Esto reabre el debate sobre la finalidad y el futuro de las redes sociales. Nacieron hace 20 años y revolucionaron la manera de conectarnos, divertirnos e informarnos. De pronto podíamos meter a todos nuestros amigos en un solo espacio virtual para compartir recuerdos, chistes, puntos de vista.

Esto nos alejó aún más de quienes tienen gustos, opiniones y puntos de vista diferentes al nuestro. Comenzamos a sentir el fluir de la adrenalina con los ‘likes’, los ‘shares’ y los comentarios que podían venir de otros rincones del mundo; el término comunidad fue resignificado.

Luego se colaron en nuestros ‘timelines’ las marcas, los ‘influencers’ y algunos indeseables, y nos dimos cuenta de que las redes son ante todo un negocio intensivo en uso de capital, para sostener que millones de humanos las usemos simultáneamente. El año pasado su facturación publicitaria global creció casi 10 % y alcanzó los 172 billones de dólares de un mercado de alrededor de 650 billones de dólares.

Las marcas descubrieron sofisticadas formas de segmentación y personalización para sus mensajes y nuevas maneras de relacionarse con sus audiencias, por medio de ‘influencers’ y creadores de contenido que buscan sorprendernos. Hay que sumar a esto la libre difusión de ‘fake news’ que está alejando a muchos de las redes, y los expertos han acuñado un término para definirlas y es ‘porquerización’. Eso ha llevado a las redes a buscar nuevas formas de monetización, más allá de la publicidad, ya que les es difícil crecer en cantidad de usuarios. El 62,3 % de la población mundial usa alguna red y equivalen al 94 % del total de personas con internet en el planeta. Buscan hacerlo por medio de suscripción de servicios especiales, a la fecha menos del 1 % de los usuarios hacen uso de estos. Esa es parte de la encrucijada que enfrentan, a la que se añade la búsqueda de los usuarios de aplicaciones exclusivas donde las marcas y personajes indeseables no puedan penetrar. Se especula que ocurrirá una suerte de ‘Balcanización’ de las redes, que su número crecerá y que la seguridad será la clave.

Las nuevas regulaciones de la Unión Europea y EE. UU. han creado nuevas obligaciones a las plataformas sobre la forma de proteger la información de sus usuarios, especialmente la de los más jóvenes.

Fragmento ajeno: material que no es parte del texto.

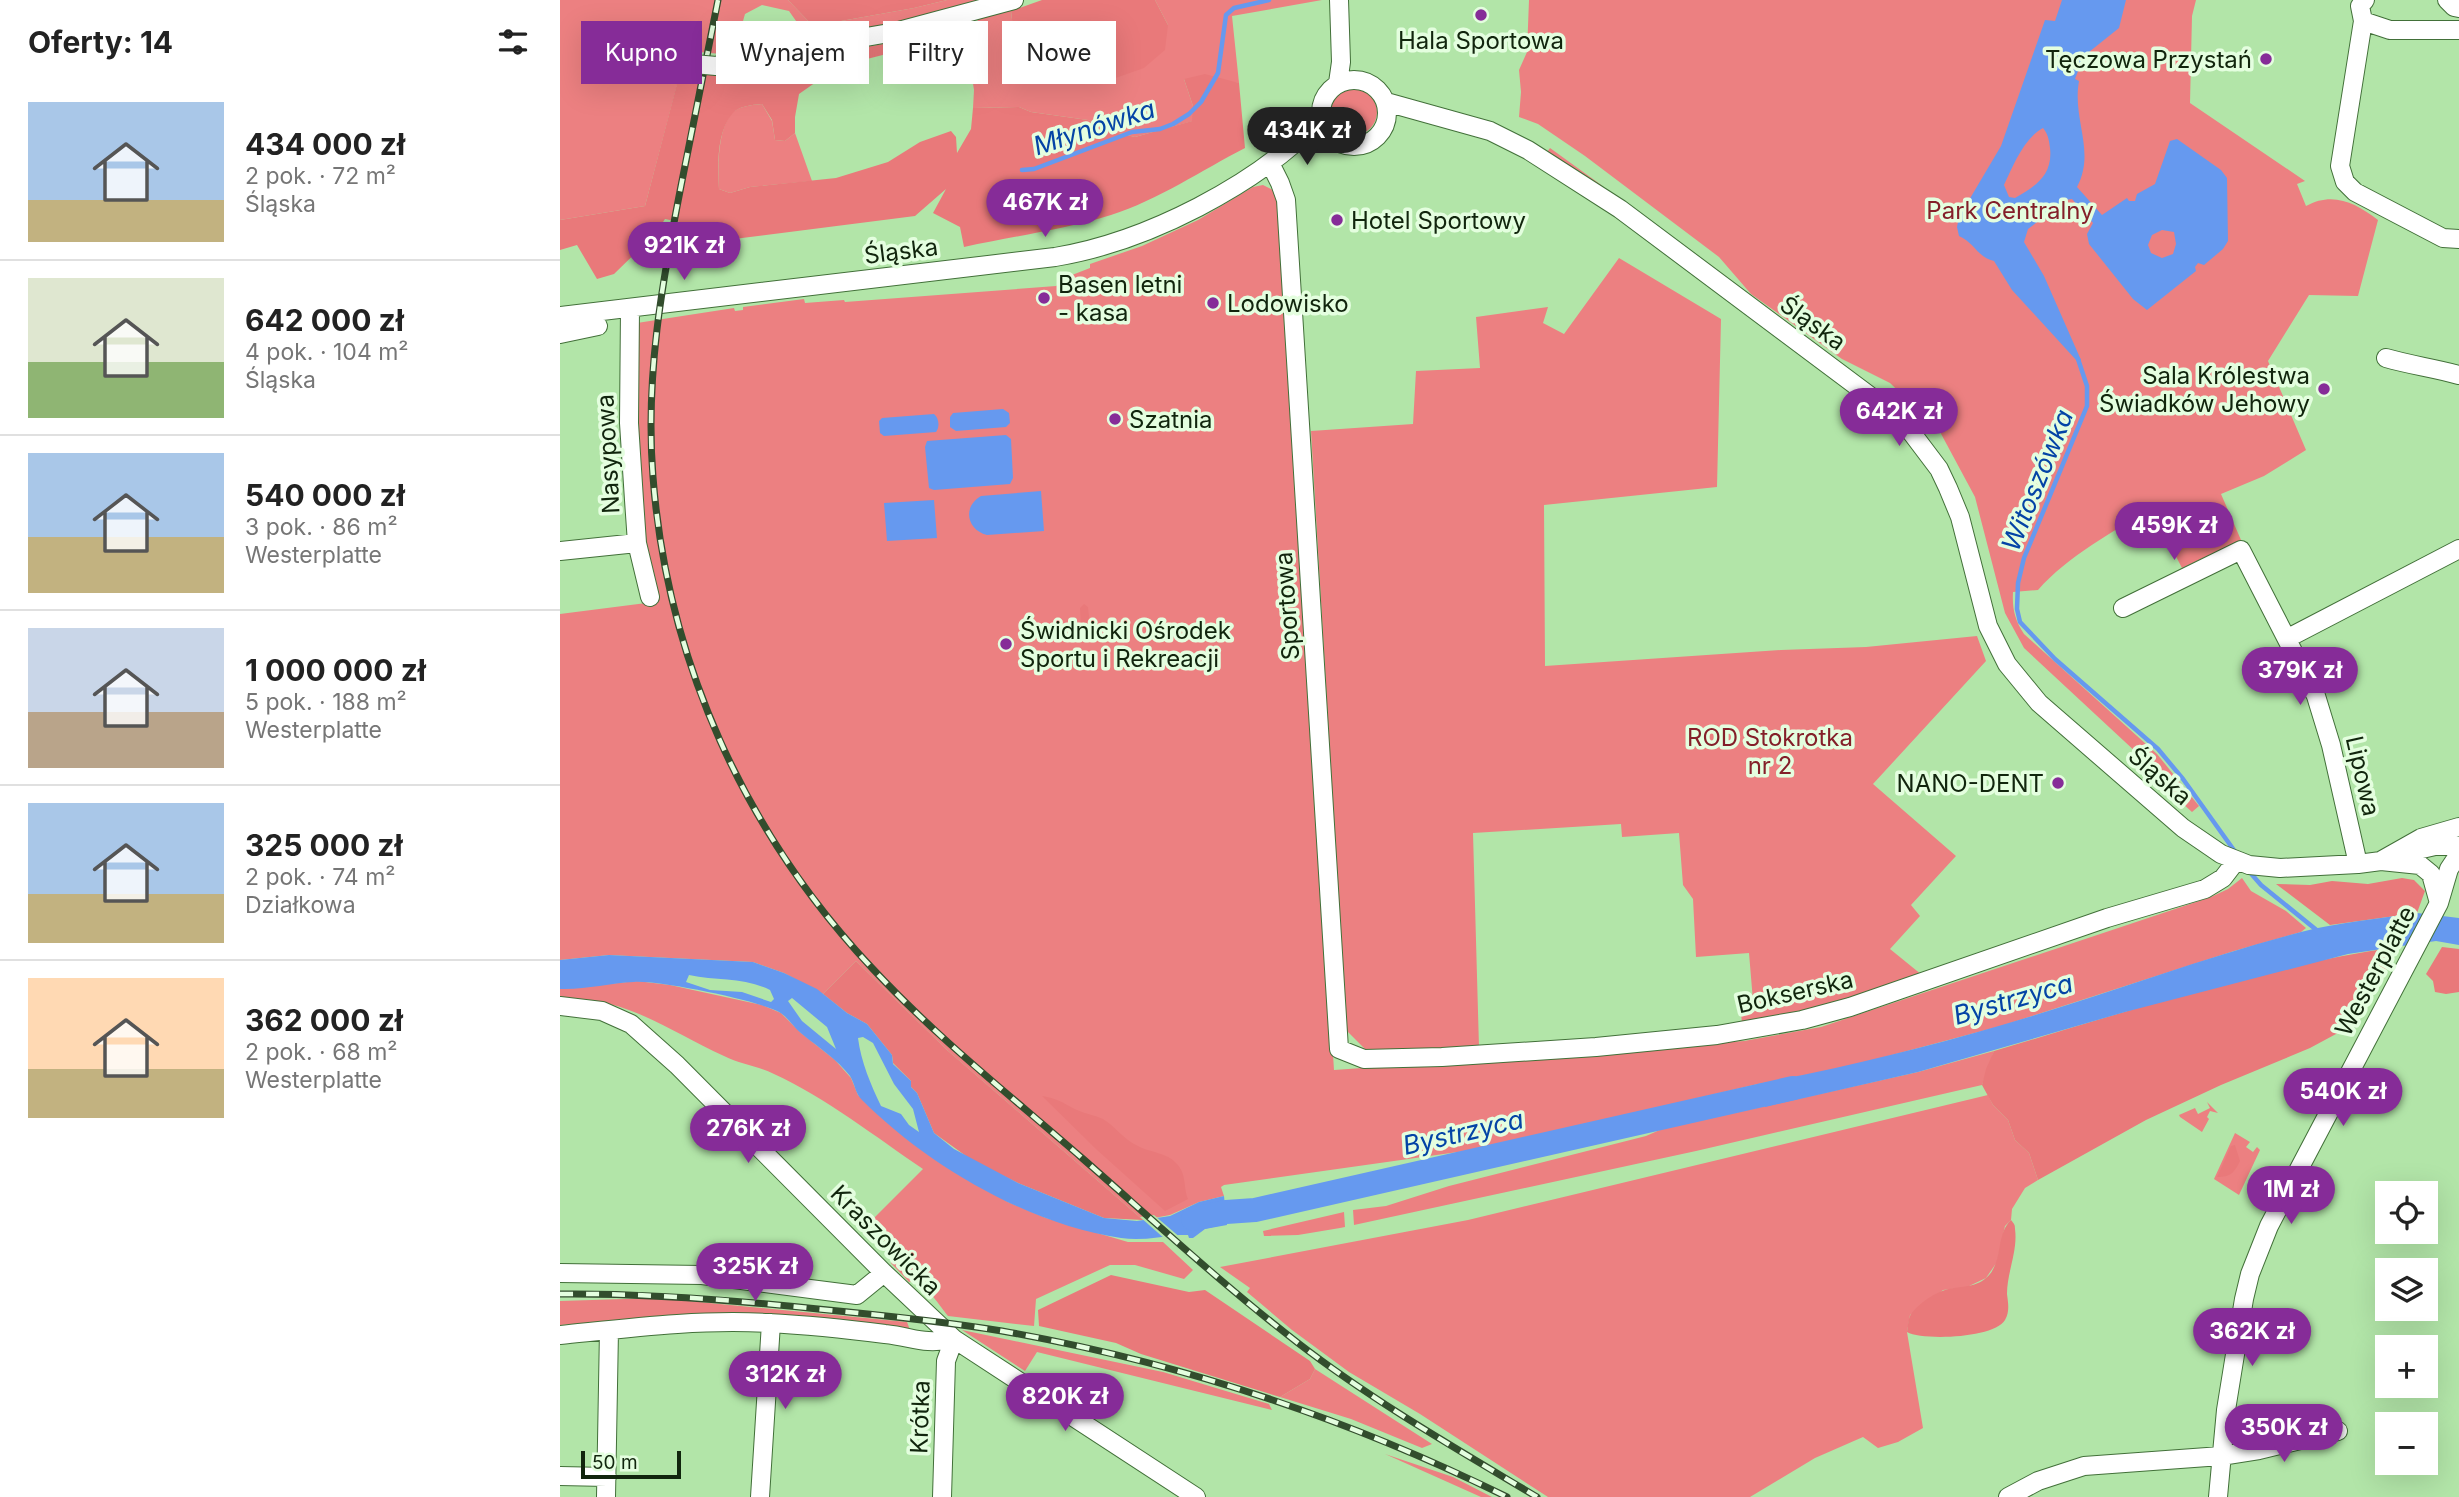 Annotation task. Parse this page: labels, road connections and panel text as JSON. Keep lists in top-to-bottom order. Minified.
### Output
{"streets":{"street":["Śląska","Nasypowa","Sportowa","Lipowa","Westerplatte","Bokserska","Kraszowicka","Krótka"]},"crossings":[["Śląska","Nasypowa"],["Śląska","Sportowa"],["Śląska","Lipowa"],["Śląska","Bokserska"],["Sportowa","Bokserska"],["Kraszowicka","Krótka"]],"water":["Młynówka","Witoszówka","Bystrzyca"],"parks":["Park Centralny","ROD Stokrotka nr 2"],"places":["Hala Sportowa","Tęczowa Przystań","Hotel Sportowy","Basen letni - kasa","Lodowisko","Sala Królestwa Świadków Jehowy","Szatnia","Świdnicki Ośrodek Sportu i Rekreacji","NANO-DENT"],"scale_bar":"50 m","page":{"heading":"Oferty: 14","chip":["Kupno","Wynajem","Filtry","Nowe"],"list":[{"name":"434 000 zł","note":"2 pok. · 72 m² · Śląska"},{"name":"642 000 zł","note":"4 pok. · 104 m² · Śląska"},{"name":"540 000 zł","note":"3 pok. · 86 m² · Westerplatte"},{"name":"1 000 000 zł","note":"5 pok. · 188 m² · Westerplatte"},{"name":"325 000 zł","note":"2 pok. · 74 m² · Działkowa"},{"name":"362 000 zł","note":"2 pok. · 68 m² · Westerplatte"}],"price":["434K zł","467K zł","921K zł","642K zł","459K zł","379K zł","540K zł","276K zł","1M zł","325K zł","362K zł","312K zł","820K zł","350K zł"],"map_buttons":["+","−"],"scale":"50 m"}}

Todo indica que el futuro de las redes ya no estará dominado por grandes plataformas, sino por nuevas que ofrecerán privacidad, moderación de contenidos y formas innovadoras de comunicación y participación. Estas también implementarán estrictos controles de privacidad, proporcionarán más transparencia en el uso de datos y ofrecerán a los usuarios mayor control sobre su información personal.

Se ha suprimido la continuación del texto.